In this project, students will demonstrate their understanding of linear correlation and regression.
The project will use two datasets – mtcars and nscc_student_data. Do some exploratory analysis of each of them when you load them into your report.
The following chunk of code will load the mtcars dataset into your environment. Familiarize yourself with the dataset before proceeding with the next 4 questions related to it.

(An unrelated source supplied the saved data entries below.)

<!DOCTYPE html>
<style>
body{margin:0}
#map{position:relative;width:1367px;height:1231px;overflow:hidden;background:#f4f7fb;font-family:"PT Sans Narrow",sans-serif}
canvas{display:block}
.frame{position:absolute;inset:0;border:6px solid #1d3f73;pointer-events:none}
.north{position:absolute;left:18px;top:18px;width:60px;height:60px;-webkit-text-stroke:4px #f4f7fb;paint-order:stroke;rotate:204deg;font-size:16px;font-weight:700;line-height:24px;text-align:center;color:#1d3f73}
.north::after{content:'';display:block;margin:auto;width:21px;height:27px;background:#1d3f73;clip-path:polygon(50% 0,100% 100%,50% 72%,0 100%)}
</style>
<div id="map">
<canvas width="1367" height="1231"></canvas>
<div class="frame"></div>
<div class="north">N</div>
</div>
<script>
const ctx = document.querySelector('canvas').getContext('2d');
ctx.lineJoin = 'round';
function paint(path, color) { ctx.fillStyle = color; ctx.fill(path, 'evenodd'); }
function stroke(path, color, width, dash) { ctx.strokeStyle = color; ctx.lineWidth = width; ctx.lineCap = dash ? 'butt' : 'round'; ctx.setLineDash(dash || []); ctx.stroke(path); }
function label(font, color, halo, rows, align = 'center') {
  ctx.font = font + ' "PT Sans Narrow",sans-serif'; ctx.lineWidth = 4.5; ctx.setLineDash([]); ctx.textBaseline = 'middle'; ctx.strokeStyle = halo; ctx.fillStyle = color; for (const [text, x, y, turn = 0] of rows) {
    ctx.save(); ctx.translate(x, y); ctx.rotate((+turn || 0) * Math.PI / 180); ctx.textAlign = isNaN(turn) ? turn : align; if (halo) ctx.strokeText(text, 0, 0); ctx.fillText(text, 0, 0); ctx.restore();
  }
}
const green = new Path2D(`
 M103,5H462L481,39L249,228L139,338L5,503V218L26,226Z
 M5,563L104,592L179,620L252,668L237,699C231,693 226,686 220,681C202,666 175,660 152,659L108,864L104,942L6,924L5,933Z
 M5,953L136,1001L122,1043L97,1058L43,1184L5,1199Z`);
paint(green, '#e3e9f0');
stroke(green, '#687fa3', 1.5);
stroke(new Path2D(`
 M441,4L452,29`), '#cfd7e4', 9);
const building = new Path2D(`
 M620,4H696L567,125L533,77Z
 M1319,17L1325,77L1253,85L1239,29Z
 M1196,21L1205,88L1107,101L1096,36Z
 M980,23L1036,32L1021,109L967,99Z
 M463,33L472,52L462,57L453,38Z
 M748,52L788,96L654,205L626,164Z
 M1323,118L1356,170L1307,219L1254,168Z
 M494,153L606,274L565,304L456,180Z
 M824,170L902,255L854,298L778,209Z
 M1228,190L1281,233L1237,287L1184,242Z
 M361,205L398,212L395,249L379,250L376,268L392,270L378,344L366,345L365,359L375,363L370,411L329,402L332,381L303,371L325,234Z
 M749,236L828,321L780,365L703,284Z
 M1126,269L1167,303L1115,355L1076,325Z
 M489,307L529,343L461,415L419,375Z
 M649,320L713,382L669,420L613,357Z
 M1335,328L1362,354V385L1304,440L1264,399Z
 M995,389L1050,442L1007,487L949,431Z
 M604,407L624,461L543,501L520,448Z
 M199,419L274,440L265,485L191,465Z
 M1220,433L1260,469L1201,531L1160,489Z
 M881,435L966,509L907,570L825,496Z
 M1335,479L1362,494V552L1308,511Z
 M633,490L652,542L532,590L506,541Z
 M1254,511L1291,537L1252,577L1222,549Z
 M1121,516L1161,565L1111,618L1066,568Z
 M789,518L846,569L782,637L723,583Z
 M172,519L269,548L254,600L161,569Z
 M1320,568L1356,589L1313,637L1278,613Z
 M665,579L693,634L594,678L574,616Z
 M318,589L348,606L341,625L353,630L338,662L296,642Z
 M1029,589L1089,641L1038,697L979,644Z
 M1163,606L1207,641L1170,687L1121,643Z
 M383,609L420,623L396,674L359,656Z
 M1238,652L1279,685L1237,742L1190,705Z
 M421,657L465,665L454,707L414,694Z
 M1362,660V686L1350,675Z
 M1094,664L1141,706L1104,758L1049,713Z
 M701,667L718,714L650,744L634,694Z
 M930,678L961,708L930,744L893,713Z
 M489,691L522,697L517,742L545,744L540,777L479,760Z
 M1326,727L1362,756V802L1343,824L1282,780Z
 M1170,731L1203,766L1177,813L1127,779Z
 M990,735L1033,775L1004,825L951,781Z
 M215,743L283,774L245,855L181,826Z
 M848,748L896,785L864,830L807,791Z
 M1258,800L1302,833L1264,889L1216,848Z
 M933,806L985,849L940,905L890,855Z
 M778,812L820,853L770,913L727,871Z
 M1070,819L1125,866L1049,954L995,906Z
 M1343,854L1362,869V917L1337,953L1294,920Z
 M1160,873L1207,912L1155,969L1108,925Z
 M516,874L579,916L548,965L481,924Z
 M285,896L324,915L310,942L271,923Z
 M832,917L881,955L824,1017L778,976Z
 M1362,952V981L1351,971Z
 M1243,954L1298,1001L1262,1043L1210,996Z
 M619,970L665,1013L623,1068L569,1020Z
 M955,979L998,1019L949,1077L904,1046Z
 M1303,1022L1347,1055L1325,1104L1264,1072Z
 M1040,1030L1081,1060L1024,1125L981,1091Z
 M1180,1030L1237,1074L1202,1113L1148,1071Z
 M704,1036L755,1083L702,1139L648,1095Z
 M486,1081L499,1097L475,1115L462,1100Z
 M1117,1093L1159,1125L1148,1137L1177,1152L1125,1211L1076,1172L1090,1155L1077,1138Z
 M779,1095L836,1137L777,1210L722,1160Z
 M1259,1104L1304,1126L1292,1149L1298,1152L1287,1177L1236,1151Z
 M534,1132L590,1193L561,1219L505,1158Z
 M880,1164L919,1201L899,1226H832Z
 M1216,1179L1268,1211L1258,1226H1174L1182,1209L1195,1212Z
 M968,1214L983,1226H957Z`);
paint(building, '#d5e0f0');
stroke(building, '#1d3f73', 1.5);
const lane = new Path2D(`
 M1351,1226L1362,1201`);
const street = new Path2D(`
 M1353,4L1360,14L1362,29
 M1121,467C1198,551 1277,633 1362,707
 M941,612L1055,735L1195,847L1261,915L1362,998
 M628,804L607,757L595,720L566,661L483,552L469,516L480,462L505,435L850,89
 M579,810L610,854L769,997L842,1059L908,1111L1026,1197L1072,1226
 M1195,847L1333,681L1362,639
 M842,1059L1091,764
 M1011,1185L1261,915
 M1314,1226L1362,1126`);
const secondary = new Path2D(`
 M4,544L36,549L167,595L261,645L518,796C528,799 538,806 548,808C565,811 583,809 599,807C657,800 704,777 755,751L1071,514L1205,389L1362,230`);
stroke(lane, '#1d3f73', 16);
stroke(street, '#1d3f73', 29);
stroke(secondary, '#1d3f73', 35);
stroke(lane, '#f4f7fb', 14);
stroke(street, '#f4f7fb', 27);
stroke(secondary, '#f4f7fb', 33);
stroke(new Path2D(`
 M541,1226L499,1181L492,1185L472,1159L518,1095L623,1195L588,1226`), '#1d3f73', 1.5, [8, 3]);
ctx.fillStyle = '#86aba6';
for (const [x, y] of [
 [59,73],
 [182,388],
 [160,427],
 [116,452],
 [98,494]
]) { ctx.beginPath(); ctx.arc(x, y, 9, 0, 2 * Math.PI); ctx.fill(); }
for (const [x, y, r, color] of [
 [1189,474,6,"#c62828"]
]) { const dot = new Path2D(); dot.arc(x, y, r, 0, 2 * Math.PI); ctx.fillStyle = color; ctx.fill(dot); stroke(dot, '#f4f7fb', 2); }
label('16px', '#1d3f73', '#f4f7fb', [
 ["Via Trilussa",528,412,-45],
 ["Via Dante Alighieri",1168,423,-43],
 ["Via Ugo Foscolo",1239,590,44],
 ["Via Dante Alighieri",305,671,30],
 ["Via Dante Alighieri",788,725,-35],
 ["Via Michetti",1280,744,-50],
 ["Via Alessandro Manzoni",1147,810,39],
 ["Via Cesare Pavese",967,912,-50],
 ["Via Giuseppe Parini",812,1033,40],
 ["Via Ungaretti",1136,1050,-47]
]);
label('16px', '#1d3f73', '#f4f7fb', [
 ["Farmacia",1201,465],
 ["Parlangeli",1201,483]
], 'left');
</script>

# Store mtcars dataset into environment
mtcars <- mtcars
wt<- mtcars$wt
mpg <- mtcars$mpg
ss_plot <- function(x, y, x1, y1, x2, y2, showSquares = FALSE, leastSquares = FALSE){
plot(y~x, asp = 1)# xlab = paste(substitute(x)), ylab = paste(substitute(y)))
if(leastSquares){
m1 <- lm(y~x)
y.hat <- m1$fit
} else{
#cat("Click two points to make a line.")
#pt1 <- locator(1)
points(x1, y1, pch = 21, col='red', bg='red', cex=1.5)
#pt2 <- locator(1)
points(x2, y2, pch = 21, col='red', bg='red', cex=1.5)
pts <- data.frame("x" = c(x1, x2),"y" = c(y1, y2))
m1 <- lm(y ~ x, data = pts)
y.hat <- predict(m1, newdata = data.frame(x))
}
r <- y - y.hat
abline(m1)
oSide <- x - r
LLim <- par()$usr[1]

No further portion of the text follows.